§ **WHAT IS BEING ASKED**:
Which lines below include the string "bottom"? Please show each one.

§ **DATA FOR THIS TASK**:
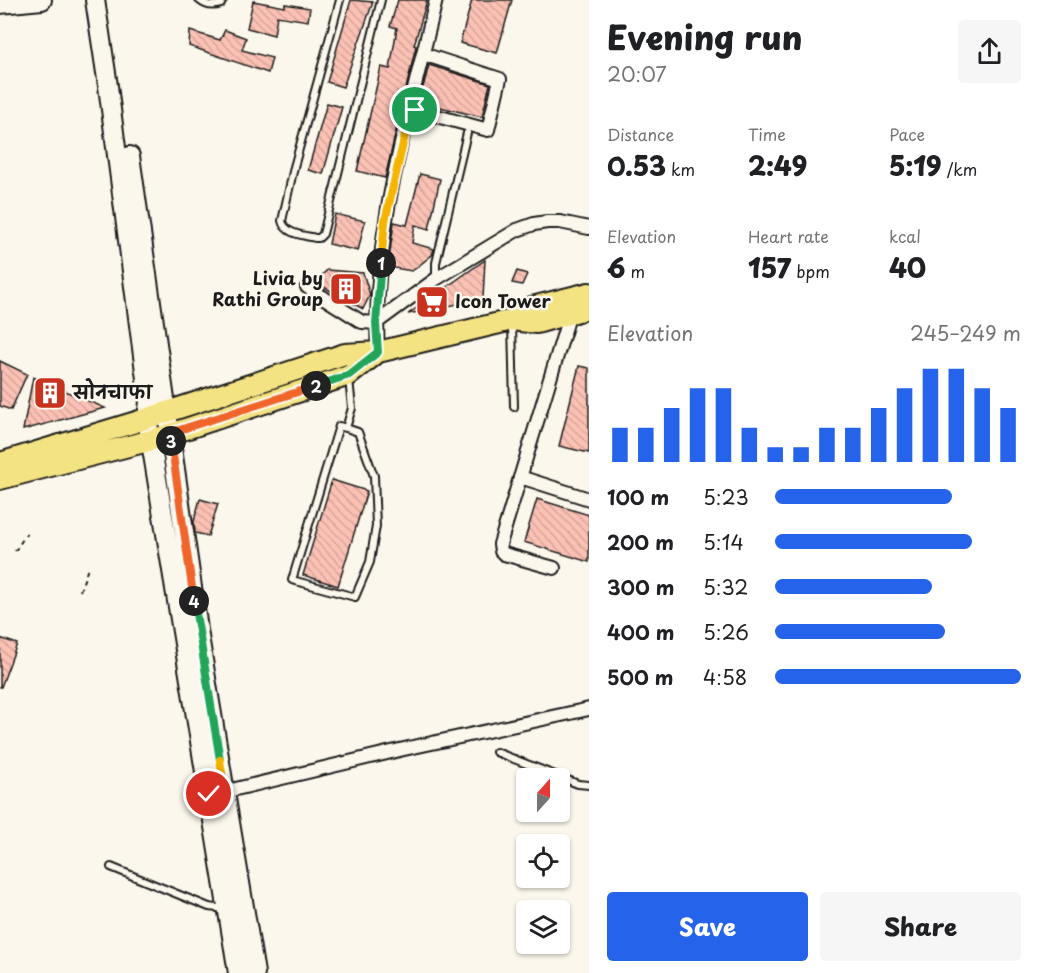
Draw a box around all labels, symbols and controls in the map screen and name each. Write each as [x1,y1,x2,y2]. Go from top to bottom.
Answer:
text: Evening run [607,11,802,61]
button: share [958,20,1021,83]
text: 20:07 [607,59,667,89]
pin [389,84,440,135]
icon: arrive [398,93,431,126]
text: Distance [607,122,674,146]
text: Time [748,122,786,146]
text: Pace [889,122,925,146]
text: 0.53 [607,146,666,185]
text: 2:49 [748,146,807,185]
text: 5:19 [889,146,942,185]
text: km [666,157,695,181]
text: /km [942,157,977,181]
text: Elevation [607,224,676,248]
text: Heart rate [748,224,829,248]
text: kcal [889,224,921,248]
pin: 1 [366,248,396,278]
text: 6 [607,248,625,287]
text: 157 [748,248,791,287]
text: 40 [889,248,926,287]
text: 1 [377,251,385,275]
text: m [625,259,645,283]
text: bpm [791,259,830,283]
place label: Livia by Rathi Group [212,264,323,312]
building icon: Livia by Rathi Group [328,271,364,307]
supermarket icon: Icon Tower [414,284,450,320]
place label: Icon Tower [455,287,551,314]
text: Elevation [607,318,693,348]
text: 245–249 m [910,318,1021,348]
pin: 2 [301,371,331,401]
text: 2 [310,374,322,398]
building icon: सोनचाफा [32,375,68,411]
place label: सोनचाफा [71,378,153,405]
pin: 3 [156,426,186,456]
text: 3 [166,429,176,453]
text: 100 m [607,482,669,512]
text: 5:23 [703,482,749,512]
text: 200 m [607,527,674,557]
text: 5:14 [703,527,744,557]
text: 300 m [607,572,675,602]
text: 5:32 [703,572,748,602]
pin: 4 [179,586,209,616]
text: 4 [189,589,199,613]
text: 400 m [607,617,675,647]
text: 5:26 [703,617,749,647]
text: 500 m [607,662,674,692]
text: 4:58 [703,662,747,692]
pin [183,768,234,819]
north arrow [516,768,570,822]
map controls [516,768,570,954]
icon: check [192,777,225,810]
button: locate [516,834,570,888]
button: Save [607,892,808,961]
button: Share [820,892,1021,961]
button: layers [516,900,570,954]

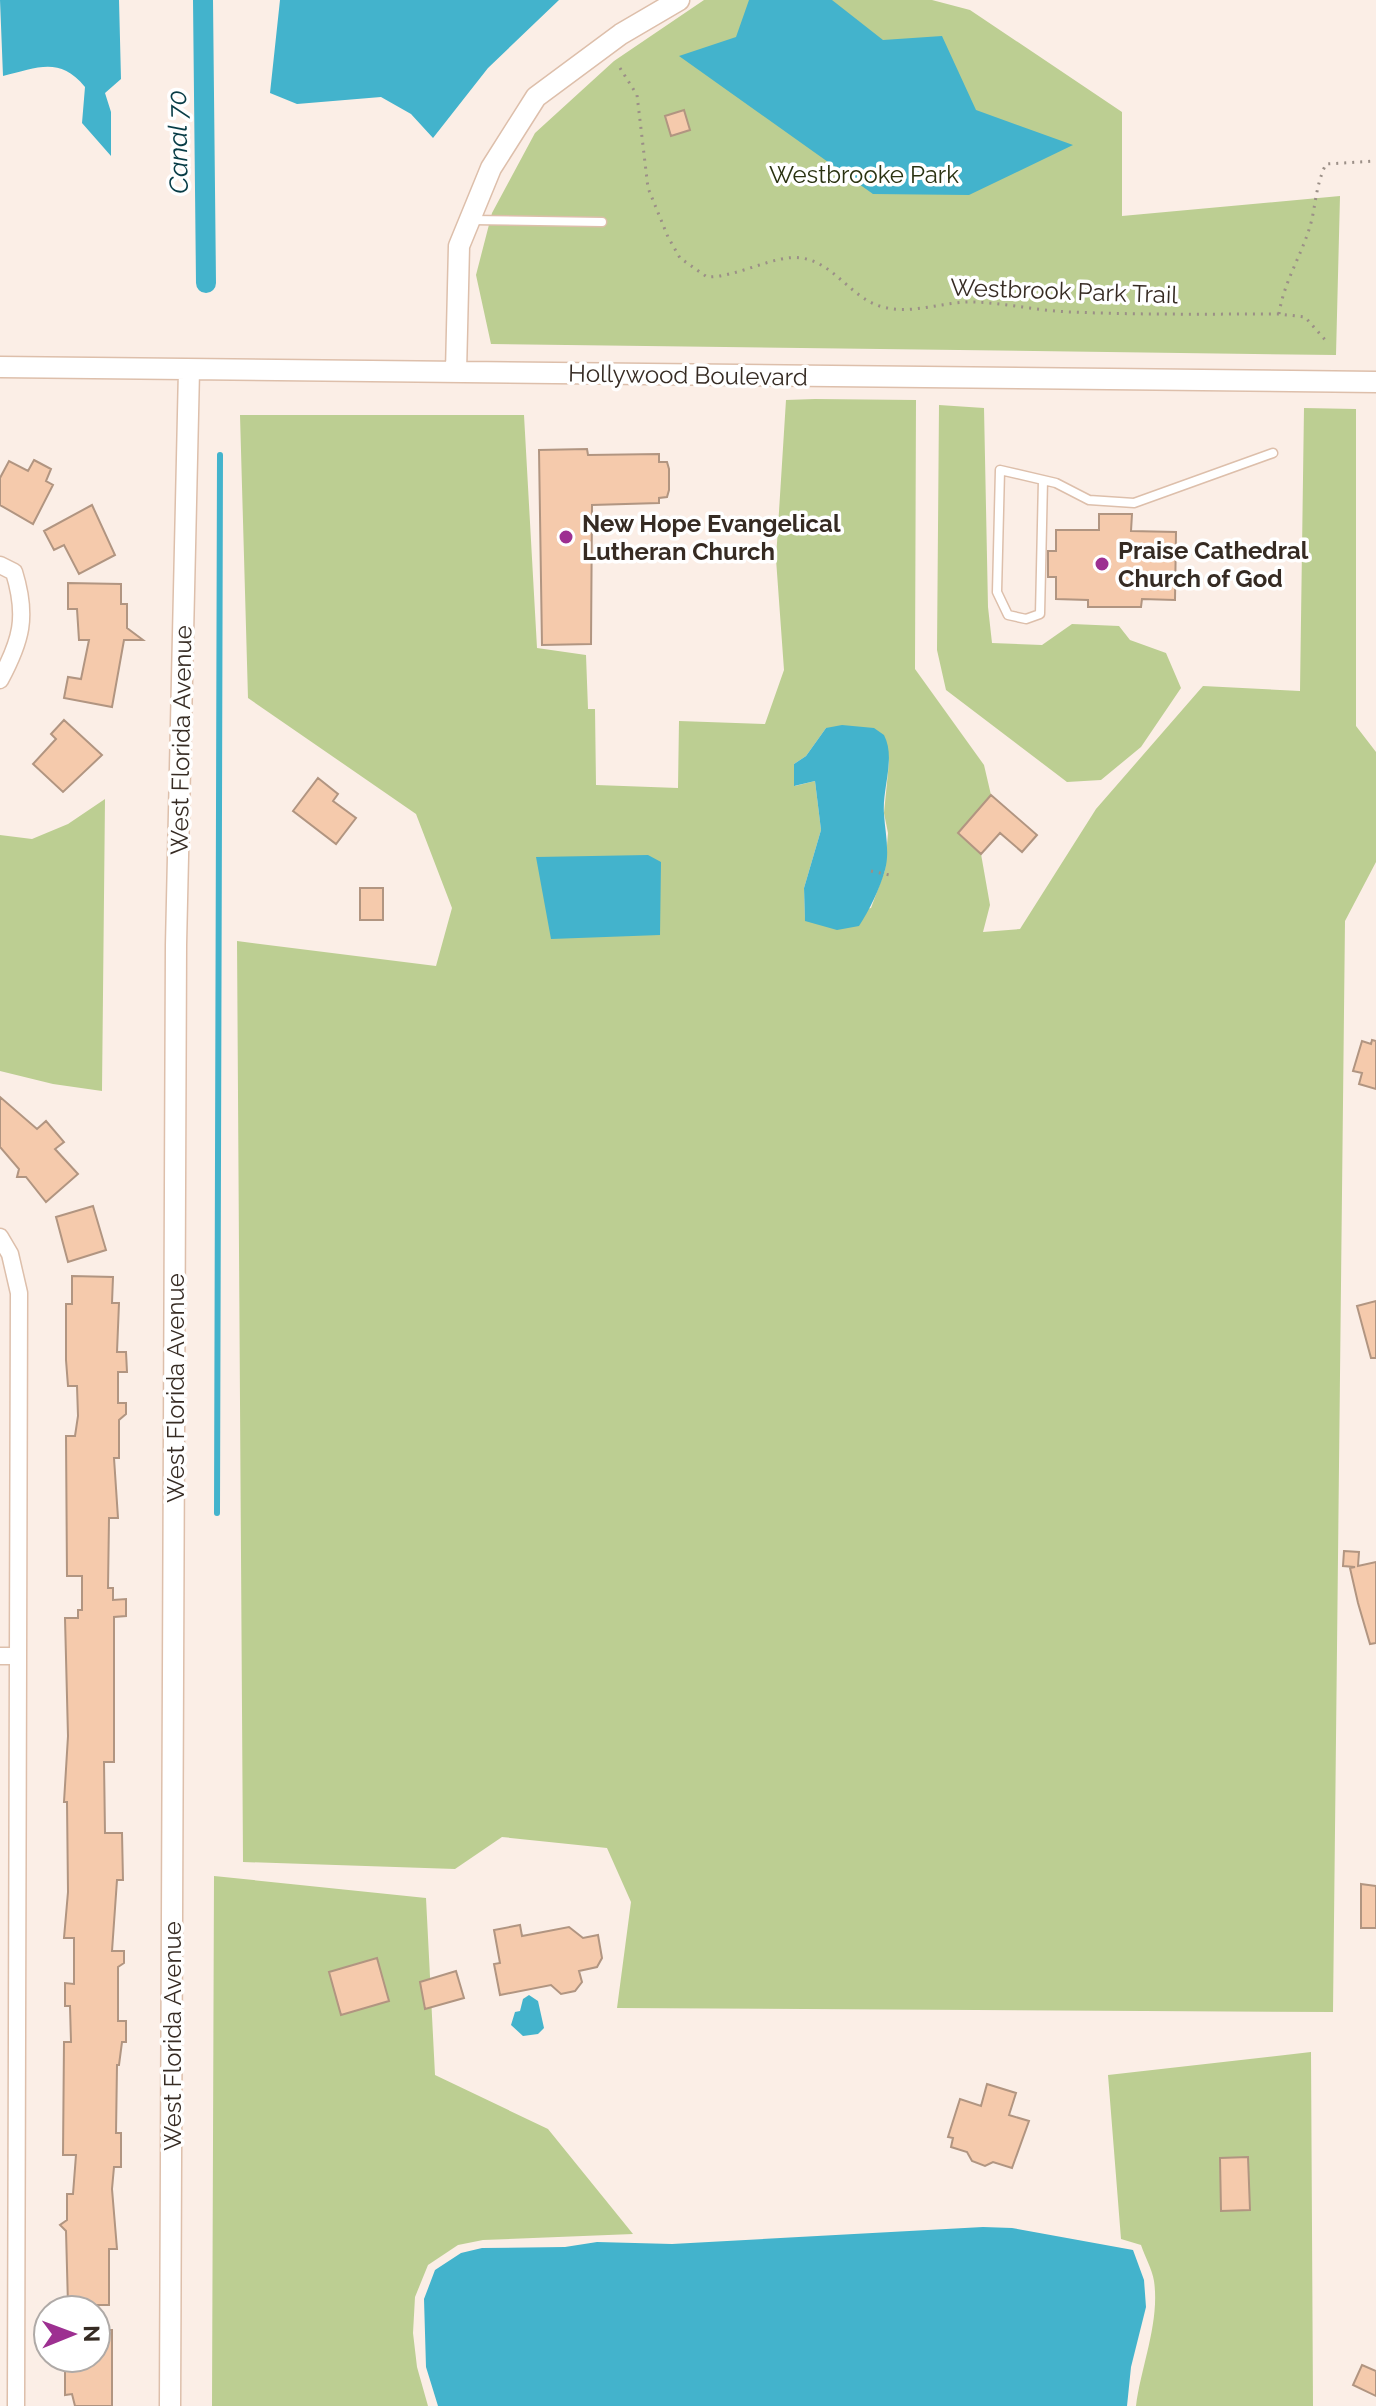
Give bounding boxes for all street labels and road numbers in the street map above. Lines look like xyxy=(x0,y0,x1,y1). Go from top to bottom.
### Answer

§ **SOLUTION TO THIS TASK**:
Draw a box around all labels, symbols and controls in the map screen and name each. Write each as [x1,y1,x2,y2]. Go from top to bottom.
Give bounding boxes for all street labels and road numbers in the street map above. Lines look like xyxy=(x0,y0,x1,y1). Go from top to bottom.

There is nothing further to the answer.